Recent empirical work has demonstrated that, although there often exists meaningful "small scale" structure (e.g., clustering structure around a single individual at the size-scale of roughly 100
individuals) in large social and information networks, analogous "large scale" structure (e.g., meaningful or statistically significant properties of tens or hundreds of thousands of individuals) either is lacking entirely or is of a form that is extremely difficult for traditional machine learning and data analysis tools to identify reliably. For example, there are often small clusters which provide a "bottleneck" to diffusions (e.g., diffusive-based dynamic processes of the form of interest in viral marketing applications and tipping point models of network dynamics). On the other hand, there are typically no large clusters that have analogous bottlenecks. Thus, popular diffusion-based metrics, as well as the associated machine learning and data analysis tools, are simply much less meaningful (i.e., discriminative or useful) if one is interested in analyzing networks at large size scales. At root, the issue is that most machine learning and data analysis tools implicitly assume that the data consist of some sort of global structure with a bit of noise, while it is better to think of large social and information networks as consisting of local pockets of structure on top of a sparse, noisy, and globally quasi-random scaffolding. To establish our main empirical observations, we used locally-biased spectral and flow-based methods to compute isoperimetric properties of networks at various size scales. This novel application of ideas from theoretical computer science to internet data analysis required the development of new algorithmic tools as well as the reinterpretation of the implicit statistical basis underlying traditional worst-case approximation algorithms. This empirical work will be briefly reviewed; and its implications for extracting insight from large networks (and large-scale data more generally) with popular machine learning and data analysis tools will be discussed in detail.

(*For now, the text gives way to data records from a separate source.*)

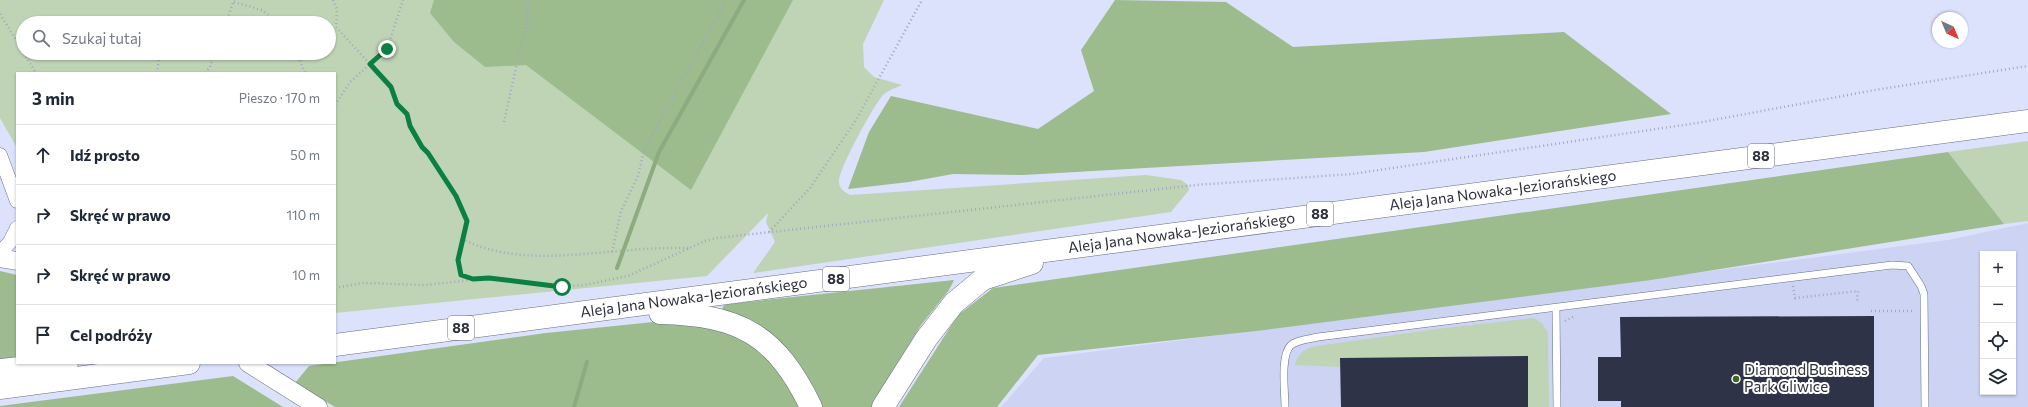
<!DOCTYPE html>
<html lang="pl">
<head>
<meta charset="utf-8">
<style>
  :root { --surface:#fff; --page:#f2f2f3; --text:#1f2937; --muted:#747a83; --line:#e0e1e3 }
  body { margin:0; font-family:Commissioner,sans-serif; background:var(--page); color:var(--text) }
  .controls { position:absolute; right:12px; bottom:12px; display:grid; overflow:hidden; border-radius:0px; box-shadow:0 1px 3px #0004 }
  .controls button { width:36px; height:36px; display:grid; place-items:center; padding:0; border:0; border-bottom:1px solid var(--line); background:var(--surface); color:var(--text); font:20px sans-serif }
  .compass { position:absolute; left:1932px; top:12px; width:36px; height:36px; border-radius:50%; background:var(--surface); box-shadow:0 1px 3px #0004; rotate:136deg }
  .stop { position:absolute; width:12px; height:12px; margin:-9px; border:3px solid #0b8043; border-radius:50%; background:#fff }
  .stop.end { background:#0b8043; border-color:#fff; box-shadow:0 1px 4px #0008 }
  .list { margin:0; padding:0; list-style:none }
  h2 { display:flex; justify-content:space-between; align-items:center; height:52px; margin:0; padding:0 16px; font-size:17px }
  h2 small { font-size:13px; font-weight:400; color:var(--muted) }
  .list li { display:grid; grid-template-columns:26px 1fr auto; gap:12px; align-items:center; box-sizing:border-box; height:60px; padding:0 16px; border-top:1px solid var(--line) }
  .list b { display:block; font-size:15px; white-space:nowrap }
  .list em { font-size:13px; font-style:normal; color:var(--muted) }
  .icon { flex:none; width:22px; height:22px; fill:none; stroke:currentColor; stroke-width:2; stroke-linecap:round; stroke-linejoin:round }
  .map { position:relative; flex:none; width:2028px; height:407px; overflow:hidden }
  .search { position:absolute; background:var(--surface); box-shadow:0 1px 3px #0004; left:16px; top:16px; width:320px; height:44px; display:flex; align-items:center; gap:10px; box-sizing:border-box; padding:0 14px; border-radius:22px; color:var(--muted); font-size:15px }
  .panel { position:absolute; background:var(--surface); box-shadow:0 1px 3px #0004; left:16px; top:72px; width:320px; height:292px; border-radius:0px }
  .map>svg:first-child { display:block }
</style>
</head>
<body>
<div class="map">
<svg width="2028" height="407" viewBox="0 0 2028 407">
  <rect width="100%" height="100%" fill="#dce1fc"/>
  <path fill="#ccd3f3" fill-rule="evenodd" d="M2028 223V407H1001L1044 358 1948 240ZM1983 254H2013V392H1983Z"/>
  <g fill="#bed4b5" fill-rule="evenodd">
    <path d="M0 0H884L863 44 864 67 874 77 902 85C895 88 889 90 883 95 874 105 838 170 839 182 839 189 845 192 850 195L1146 175 1181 180 1188 185 1189 190 1171 212 753 273 775 242 766 222 768 213 707 276 335 313V73H17V148L0 118ZM23 23H329V53H23Z"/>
    <polygon points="2028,141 2028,221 2004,224 1948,152"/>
    <path d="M1533 318 1542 323 1548 333 1549 407H1528V356L1341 358V367L1295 365C1297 356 1302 351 1311 347L1436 329Z"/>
  </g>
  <g fill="#9cbc8e">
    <polygon points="434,0 793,0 691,190 526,65 485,67 454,42 430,13"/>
    <polygon points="1115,0 1226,2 1293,47 1564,32 1671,114 1424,152 1023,175 953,174 909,182 848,189 869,132 891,96 1038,129 1094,91 1081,50"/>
    <polygon points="1948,152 2004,224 1651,280 1265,330 1038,355 997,407 899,407 958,315 993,288"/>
    <polygon points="0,271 17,275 17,360 0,362"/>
    <polygon points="954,280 949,290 921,325 872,407 816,407 722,309 724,305 737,303"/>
    <polygon points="673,320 722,326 757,347 776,364 800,407 335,407 295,383 309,366 546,333"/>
    <polygon points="233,376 283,407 0,407 0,406"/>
  </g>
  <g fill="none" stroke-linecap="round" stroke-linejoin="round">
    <g stroke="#8cab7f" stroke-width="4">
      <polyline points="617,268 659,152 744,0"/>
      <polyline points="574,407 587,362"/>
    </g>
  </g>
  <g fill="#2f3347">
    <polygon points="1874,316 1874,407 1621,407 1621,401 1598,401 1598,357 1621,357 1620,317"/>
    <polygon points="1528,356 1528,407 1341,407 1340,358"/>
  </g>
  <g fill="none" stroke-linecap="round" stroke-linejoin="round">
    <g stroke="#686c83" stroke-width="8">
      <g id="service">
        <polyline points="1556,308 1557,407"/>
        <path d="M1285 407C1285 392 1280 355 1291 345 1297 340 1310 339 1318 337L1892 265 1908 266 1921 286 1924 294 1925 407"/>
      </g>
    </g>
    <g stroke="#686c83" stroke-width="15">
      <g id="minor">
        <polyline points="0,155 17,201"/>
        <polyline points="0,253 10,242 17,228"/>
      </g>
    </g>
    <g stroke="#686c83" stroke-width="19">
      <g id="tertiary">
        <polyline points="0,258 17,261"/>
        <polyline points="248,363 318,407"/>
      </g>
    </g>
    <g stroke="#686c83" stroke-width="23">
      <g id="primary">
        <path d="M660 313C739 315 776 334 811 407"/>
        <path id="s1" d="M335 345 2028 121"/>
        <polyline points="0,370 67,363"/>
        <polyline points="0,388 189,363"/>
        <polyline points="883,407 926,339 954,303 983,279 1032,263"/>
      </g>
    </g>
    <g stroke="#a3a7bc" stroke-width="2.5" stroke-dasharray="1 3" stroke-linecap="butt">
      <polyline points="333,0 337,9 336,27 391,87 397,103 407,114 410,126 422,147 428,153 456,196 467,221 458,261 461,275 472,279"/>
      <polyline points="234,2 262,10 279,23"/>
      <polyline points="0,14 23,51"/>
      <polyline points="226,23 234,0"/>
      <polyline points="24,53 36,73"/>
      <polyline points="297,53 305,73"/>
      <polyline points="157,73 159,58"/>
      <polyline points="205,73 210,67 215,53"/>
      <polyline points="335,105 350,82 387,49 403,0"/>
      <polyline points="504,122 522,40 527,25 528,0"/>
      <polyline points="769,232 810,188 856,120 922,0"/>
      <path d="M462 239C514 265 575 254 631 250 650 248 669 248 689 248"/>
      <polyline points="612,252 621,211 638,176 644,150 726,0"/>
      <polyline points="1793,286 1795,298 1858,291 1857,302"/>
      <polyline points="335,288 363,283 426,285 489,278 540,285 562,287 584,285 628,276 705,241 717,238 1196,185 1352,174 1697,123 1875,90 2028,66"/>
      <polyline points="1871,311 1915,311"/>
      <polyline points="1565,321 1575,316"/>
    </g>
    <use href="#service" stroke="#fff" stroke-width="7"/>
    <use href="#minor" stroke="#fff" stroke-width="14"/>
    <use href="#tertiary" stroke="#fff" stroke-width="18"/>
    <use href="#primary" stroke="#fff" stroke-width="22"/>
  </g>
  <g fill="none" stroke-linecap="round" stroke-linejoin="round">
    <polyline stroke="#0b8043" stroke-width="5" points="387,49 370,64 391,87 397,104 407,114 410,126 422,147 428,153 456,196 467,221 458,260 461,275 473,279 489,278 562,287"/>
  </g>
  <circle fill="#3c6826" stroke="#fff" stroke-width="1.5" cx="1736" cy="379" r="4"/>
  <g text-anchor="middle" stroke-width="4" stroke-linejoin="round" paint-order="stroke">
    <g fill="#fff" stroke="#6d6e75" stroke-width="1">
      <rect x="1748" y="144" width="26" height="24" rx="3"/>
      <rect x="1307" y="202" width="26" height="24" rx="3"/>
      <rect x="823" y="267" width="26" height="24" rx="3"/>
      <rect x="448" y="316" width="26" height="24" rx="3"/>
    </g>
    <g font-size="14" font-weight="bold" fill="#2e303a">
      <text x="1761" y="161">88</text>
      <text x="1320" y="219">88</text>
      <text x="836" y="284">88</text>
      <text x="461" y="333">88</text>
    </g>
    <g font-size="15" fill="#2e303a" stroke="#fff">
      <text dy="5" stroke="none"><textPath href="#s1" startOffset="1178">Aleja Jana Nowaka-Jeziorańskiego</textPath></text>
      <text dy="5" stroke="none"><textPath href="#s1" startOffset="854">Aleja Jana Nowaka-Jeziorańskiego</textPath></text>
      <text dy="5" stroke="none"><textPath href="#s1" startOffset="362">Aleja Jana Nowaka-Jeziorańskiego</textPath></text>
    </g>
    <g font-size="15" fill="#2e303a" stroke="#fff" text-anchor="start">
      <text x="1744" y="375">Diamond Business<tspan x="1744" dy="17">Park Gliwice</tspan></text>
    </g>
  </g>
</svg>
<div class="controls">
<button>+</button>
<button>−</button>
<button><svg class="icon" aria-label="locate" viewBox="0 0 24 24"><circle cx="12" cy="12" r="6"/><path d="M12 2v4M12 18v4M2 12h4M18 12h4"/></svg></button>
<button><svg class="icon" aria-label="layers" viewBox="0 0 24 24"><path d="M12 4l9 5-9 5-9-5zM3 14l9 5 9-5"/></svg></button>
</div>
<svg class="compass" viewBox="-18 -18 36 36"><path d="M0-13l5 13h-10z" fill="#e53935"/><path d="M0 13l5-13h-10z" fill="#747a83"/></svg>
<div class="stop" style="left:562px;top:287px"></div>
<div class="stop end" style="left:387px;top:49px"></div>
<div class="search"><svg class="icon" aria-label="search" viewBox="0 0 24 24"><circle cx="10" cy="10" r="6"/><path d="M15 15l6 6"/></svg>Szukaj tutaj</div>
<section class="panel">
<h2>3 min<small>Pieszo · 170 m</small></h2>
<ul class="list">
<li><svg class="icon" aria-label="ahead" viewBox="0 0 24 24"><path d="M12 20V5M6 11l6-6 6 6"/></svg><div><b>Idź prosto</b></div><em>50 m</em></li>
<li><svg class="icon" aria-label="right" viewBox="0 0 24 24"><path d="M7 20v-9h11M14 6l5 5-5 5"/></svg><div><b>Skręć w prawo</b></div><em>110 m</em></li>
<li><svg class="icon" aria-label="right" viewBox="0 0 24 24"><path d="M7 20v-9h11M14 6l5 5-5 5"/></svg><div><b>Skręć w prawo</b></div><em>10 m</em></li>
<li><svg class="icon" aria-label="arrive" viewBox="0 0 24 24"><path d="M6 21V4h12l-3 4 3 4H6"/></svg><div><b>Cel podróży</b></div></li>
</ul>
</section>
</div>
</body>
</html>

Michael Mahoney's research interests focus on theoretical and applied aspects of algorithms for large-scale data problems in scientific and Internet applications. Currently, he is working on geometric network analysis methods; developing approximate computation and regularization methods for large informatics graphs; and applications to community detection, clustering, learning, and information dynamics in large social and information networks. In the past, he has worked on the design and analysis of randomized algorithms for matrices, as well as applications of those methods in genetics and medical imaging. He has been a faculty member at Yale University and a researcher at Yahoo, and his PhD was is computational statistical mechanics at Yale University.